▸ **REQUIRED WORK**
Pull every line that includes the word "STALINGRAD" from the data.

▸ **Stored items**
+ + + + +

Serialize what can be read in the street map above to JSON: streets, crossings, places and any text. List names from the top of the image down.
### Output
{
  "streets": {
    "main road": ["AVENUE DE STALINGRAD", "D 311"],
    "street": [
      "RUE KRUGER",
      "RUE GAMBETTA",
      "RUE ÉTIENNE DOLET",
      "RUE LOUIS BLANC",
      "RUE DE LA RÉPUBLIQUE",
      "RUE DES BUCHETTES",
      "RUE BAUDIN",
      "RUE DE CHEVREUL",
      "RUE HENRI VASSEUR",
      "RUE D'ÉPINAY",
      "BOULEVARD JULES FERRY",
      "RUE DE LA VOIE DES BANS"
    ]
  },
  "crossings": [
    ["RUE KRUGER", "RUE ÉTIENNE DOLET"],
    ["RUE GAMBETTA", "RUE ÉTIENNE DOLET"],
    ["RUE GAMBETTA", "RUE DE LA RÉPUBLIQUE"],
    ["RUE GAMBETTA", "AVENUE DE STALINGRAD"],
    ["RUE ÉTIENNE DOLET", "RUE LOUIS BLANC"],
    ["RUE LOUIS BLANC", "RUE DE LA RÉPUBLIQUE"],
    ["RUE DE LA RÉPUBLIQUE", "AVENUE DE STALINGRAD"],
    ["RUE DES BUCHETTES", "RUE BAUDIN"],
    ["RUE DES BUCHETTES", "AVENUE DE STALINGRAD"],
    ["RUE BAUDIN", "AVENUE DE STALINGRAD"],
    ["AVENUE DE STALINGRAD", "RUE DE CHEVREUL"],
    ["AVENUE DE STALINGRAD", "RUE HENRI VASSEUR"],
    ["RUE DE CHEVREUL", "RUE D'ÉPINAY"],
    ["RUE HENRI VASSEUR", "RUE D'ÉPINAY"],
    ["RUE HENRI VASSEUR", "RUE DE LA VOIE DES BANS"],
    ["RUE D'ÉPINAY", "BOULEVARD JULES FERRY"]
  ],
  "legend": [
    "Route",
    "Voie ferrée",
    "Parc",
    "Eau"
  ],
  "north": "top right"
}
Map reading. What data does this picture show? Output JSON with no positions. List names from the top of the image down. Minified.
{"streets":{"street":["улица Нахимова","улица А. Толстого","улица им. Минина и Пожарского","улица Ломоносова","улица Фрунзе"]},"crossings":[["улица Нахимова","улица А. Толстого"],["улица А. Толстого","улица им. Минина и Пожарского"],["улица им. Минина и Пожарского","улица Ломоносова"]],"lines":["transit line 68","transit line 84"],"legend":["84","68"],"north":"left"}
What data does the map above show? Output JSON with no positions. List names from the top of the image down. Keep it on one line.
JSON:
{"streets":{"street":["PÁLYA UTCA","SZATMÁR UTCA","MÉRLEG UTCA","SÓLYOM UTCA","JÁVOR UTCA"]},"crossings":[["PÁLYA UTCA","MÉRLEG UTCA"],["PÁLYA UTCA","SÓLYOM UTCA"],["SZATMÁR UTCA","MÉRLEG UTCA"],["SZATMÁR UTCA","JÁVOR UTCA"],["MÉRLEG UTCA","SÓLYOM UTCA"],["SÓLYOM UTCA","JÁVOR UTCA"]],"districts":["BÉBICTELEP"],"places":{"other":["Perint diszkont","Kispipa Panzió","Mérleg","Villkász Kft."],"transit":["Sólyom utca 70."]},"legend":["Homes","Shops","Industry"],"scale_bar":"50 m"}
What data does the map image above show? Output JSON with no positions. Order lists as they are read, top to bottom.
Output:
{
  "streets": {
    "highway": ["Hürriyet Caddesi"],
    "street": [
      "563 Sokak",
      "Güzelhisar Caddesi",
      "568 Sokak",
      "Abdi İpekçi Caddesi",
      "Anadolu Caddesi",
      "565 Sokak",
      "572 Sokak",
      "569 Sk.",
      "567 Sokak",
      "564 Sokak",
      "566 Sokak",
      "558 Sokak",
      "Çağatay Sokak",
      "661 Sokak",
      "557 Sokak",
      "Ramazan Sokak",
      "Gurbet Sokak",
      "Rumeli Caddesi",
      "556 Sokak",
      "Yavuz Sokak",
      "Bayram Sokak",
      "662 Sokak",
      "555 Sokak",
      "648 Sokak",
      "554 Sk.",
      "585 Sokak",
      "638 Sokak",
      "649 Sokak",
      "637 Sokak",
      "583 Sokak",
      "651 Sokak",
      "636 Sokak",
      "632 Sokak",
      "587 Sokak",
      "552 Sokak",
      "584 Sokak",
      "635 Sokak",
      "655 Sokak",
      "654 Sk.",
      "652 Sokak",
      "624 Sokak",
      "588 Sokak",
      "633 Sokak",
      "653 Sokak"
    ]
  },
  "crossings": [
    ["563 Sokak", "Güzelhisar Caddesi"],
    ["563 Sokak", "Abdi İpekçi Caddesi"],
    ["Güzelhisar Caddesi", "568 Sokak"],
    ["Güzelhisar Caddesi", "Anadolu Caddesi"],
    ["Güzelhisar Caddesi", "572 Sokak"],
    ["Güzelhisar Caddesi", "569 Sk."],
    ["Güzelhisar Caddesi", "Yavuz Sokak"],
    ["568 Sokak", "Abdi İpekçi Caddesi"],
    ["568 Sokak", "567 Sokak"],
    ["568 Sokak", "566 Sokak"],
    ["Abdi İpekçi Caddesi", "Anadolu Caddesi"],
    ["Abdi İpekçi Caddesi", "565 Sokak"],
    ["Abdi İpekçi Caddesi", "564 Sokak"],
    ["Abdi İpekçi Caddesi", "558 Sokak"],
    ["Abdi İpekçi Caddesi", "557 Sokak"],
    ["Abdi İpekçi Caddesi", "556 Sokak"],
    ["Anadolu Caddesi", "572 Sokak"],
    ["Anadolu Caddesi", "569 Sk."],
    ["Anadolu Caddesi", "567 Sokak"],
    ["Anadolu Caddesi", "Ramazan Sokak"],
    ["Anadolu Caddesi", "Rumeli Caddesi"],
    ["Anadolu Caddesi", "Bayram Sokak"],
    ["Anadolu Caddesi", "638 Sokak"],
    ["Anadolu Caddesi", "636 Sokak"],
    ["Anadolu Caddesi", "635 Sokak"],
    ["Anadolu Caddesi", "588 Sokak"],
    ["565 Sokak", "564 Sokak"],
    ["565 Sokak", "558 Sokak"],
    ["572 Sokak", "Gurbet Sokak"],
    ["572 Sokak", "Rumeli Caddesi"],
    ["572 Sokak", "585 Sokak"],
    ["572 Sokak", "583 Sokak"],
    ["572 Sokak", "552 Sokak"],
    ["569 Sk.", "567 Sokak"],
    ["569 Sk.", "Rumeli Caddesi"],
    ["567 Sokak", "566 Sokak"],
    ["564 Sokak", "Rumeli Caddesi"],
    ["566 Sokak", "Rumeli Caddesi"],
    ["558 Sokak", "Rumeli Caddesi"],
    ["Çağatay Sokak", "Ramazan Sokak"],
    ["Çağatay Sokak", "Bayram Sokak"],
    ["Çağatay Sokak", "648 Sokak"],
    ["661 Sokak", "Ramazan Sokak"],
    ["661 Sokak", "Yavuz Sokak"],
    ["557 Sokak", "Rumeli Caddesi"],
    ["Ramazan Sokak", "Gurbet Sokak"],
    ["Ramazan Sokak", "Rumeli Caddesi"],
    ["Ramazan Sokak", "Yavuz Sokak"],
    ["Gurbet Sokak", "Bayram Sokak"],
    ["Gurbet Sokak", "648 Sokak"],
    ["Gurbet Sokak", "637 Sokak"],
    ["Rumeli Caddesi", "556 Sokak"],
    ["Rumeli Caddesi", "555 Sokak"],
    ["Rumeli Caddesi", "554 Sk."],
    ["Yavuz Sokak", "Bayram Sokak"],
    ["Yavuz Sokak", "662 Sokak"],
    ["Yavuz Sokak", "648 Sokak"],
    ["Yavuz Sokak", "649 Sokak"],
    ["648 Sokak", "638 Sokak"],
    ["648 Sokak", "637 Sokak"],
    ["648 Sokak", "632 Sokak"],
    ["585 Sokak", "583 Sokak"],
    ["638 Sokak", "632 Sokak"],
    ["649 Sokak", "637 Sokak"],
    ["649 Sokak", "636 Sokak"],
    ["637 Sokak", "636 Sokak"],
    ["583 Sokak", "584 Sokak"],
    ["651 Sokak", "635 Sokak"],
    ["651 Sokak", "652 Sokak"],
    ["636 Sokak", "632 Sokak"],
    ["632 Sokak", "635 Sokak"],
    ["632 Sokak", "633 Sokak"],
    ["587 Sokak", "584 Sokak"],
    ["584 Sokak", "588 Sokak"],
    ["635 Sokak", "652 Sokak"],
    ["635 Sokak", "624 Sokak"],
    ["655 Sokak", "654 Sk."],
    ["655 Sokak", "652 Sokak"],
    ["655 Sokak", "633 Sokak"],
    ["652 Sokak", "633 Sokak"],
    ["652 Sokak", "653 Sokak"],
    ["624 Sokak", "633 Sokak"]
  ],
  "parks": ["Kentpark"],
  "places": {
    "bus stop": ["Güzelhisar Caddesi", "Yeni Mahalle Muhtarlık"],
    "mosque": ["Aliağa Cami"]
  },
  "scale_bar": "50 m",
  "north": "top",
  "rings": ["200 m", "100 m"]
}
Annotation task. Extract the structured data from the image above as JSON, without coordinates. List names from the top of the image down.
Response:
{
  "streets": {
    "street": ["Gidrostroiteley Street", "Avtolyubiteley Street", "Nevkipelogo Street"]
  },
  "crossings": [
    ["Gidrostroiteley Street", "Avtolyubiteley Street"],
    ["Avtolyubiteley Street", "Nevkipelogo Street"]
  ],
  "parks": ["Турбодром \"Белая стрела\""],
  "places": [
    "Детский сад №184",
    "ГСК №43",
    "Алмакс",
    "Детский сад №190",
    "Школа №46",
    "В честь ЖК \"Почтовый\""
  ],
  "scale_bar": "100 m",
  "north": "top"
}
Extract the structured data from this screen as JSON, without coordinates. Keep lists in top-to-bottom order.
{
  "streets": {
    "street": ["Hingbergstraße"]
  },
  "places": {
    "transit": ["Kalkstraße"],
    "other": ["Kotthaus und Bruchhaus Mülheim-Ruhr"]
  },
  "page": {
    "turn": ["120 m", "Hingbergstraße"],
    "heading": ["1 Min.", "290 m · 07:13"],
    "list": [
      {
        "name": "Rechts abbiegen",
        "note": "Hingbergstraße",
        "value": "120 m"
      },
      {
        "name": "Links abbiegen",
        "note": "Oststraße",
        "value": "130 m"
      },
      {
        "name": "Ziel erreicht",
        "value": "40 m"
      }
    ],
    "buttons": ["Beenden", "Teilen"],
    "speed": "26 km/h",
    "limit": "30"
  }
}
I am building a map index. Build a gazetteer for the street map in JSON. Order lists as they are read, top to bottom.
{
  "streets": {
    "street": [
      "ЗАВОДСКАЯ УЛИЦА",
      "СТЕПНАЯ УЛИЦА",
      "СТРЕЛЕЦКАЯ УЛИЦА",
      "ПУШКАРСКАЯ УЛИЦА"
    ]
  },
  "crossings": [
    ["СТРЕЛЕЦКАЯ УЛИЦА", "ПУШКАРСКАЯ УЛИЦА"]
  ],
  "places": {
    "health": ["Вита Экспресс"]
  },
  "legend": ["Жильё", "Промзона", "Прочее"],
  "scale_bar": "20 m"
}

+ + + + +

▸ **ANSWER**
    "main road": ["AVENUE DE STALINGRAD", "D 311"],
    ["RUE GAMBETTA", "AVENUE DE STALINGRAD"],
    ["RUE DE LA RÉPUBLIQUE", "AVENUE DE STALINGRAD"],
    ["RUE DES BUCHETTES", "AVENUE DE STALINGRAD"],
    ["RUE BAUDIN", "AVENUE DE STALINGRAD"],
    ["AVENUE DE STALINGRAD", "RUE DE CHEVREUL"],
    ["AVENUE DE STALINGRAD", "RUE HENRI VASSEUR"],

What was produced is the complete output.